Stoichiometry of a Chemical Reaction

The following balanced equation shows the reaction between the

compounds sodium hydrogen carbonate and hydrochloric acid.

NaHCO₃(s) + HCl(aq) à NaCl(aq) + CO₂(g) + H₂O(l)

The equation states that one mole of sodium hydrogen carbonate reacts with one mole of hydrochloric acid to produce one mole of sodium chloride, one mole of carbon dioxide, and one mole of water.

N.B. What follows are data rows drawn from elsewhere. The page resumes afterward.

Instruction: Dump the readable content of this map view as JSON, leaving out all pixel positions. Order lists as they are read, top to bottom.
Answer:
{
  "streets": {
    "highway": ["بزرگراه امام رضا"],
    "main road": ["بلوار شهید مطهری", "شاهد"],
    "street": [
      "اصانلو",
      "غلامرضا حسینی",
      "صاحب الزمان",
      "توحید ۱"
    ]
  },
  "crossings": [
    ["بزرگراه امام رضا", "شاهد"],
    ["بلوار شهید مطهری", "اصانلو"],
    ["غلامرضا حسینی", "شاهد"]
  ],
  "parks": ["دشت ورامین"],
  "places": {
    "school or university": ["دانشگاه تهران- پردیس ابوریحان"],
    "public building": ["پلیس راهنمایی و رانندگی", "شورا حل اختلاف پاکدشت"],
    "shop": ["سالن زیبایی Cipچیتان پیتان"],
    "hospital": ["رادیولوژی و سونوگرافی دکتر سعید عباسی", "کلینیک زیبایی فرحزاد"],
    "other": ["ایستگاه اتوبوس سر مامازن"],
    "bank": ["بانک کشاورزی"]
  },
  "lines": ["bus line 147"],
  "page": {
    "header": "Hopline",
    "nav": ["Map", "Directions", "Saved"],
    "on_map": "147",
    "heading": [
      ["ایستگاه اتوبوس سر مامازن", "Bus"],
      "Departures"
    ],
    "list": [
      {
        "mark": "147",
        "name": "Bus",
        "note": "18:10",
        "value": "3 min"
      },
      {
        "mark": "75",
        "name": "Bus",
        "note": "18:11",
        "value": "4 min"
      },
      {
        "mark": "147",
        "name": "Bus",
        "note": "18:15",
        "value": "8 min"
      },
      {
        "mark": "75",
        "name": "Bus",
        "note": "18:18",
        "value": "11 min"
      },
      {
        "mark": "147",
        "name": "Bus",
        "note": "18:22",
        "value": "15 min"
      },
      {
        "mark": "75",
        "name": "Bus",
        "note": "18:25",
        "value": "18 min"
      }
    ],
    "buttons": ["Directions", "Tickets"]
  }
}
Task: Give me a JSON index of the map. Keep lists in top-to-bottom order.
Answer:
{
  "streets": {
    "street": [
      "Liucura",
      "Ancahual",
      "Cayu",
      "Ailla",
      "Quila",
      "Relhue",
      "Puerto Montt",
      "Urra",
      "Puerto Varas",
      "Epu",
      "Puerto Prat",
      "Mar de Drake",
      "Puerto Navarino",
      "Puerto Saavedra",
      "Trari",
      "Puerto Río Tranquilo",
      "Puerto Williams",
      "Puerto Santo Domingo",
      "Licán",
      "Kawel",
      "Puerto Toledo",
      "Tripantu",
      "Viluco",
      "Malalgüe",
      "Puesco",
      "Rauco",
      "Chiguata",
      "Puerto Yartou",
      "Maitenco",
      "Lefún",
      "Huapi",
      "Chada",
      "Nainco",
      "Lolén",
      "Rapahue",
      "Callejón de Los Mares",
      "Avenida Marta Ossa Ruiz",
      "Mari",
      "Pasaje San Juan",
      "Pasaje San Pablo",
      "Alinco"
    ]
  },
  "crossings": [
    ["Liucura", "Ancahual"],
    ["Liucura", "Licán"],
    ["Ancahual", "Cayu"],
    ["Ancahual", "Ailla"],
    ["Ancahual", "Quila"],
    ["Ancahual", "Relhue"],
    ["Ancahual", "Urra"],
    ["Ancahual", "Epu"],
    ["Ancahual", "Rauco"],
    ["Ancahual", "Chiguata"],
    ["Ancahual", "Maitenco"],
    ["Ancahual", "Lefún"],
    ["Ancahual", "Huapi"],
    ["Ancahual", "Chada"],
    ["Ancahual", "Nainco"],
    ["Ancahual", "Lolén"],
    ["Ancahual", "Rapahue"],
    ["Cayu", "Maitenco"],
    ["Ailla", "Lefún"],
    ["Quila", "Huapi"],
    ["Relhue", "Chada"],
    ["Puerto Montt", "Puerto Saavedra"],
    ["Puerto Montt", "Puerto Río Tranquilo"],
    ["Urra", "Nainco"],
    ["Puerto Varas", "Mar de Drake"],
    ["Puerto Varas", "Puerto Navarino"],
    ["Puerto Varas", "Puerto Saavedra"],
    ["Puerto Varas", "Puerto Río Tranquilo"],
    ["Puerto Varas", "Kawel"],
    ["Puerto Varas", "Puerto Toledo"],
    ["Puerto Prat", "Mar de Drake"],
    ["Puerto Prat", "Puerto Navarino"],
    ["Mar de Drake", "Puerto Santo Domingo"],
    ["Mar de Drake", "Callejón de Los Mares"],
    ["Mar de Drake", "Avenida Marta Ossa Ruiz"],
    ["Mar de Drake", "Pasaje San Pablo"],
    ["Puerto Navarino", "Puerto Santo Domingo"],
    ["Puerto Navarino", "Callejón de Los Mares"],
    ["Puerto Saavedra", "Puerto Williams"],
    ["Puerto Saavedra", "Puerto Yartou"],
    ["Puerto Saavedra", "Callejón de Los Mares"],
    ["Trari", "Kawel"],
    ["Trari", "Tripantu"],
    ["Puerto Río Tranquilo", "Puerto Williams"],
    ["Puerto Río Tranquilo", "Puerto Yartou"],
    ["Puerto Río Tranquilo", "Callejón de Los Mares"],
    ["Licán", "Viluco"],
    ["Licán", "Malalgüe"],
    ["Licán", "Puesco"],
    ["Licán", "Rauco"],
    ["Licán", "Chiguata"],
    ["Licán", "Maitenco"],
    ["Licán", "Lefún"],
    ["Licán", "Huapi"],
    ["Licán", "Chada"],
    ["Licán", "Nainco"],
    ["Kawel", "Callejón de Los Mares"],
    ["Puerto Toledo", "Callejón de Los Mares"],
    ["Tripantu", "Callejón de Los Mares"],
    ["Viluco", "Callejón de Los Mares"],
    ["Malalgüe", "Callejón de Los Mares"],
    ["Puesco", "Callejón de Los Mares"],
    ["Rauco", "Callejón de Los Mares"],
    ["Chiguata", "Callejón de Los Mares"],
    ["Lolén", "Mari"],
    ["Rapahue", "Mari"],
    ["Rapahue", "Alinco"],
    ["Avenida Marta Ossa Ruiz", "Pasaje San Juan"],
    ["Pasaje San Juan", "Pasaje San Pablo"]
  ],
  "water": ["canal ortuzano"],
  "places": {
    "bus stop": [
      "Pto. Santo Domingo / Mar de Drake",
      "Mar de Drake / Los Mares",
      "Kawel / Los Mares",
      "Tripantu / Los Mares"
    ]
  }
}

In this experiment, you will react samples of three known carbonates and an unknown carbonate with hydrochloric acid. You will determine the stoichiometric relationships among the reactants and products. You will then determine the identity of the unknown carbonate by comparing its experimental results with those of the known carbonate.

OBJECTIVES

• React known amounts of carbonates and hydrogen carbonates with acid.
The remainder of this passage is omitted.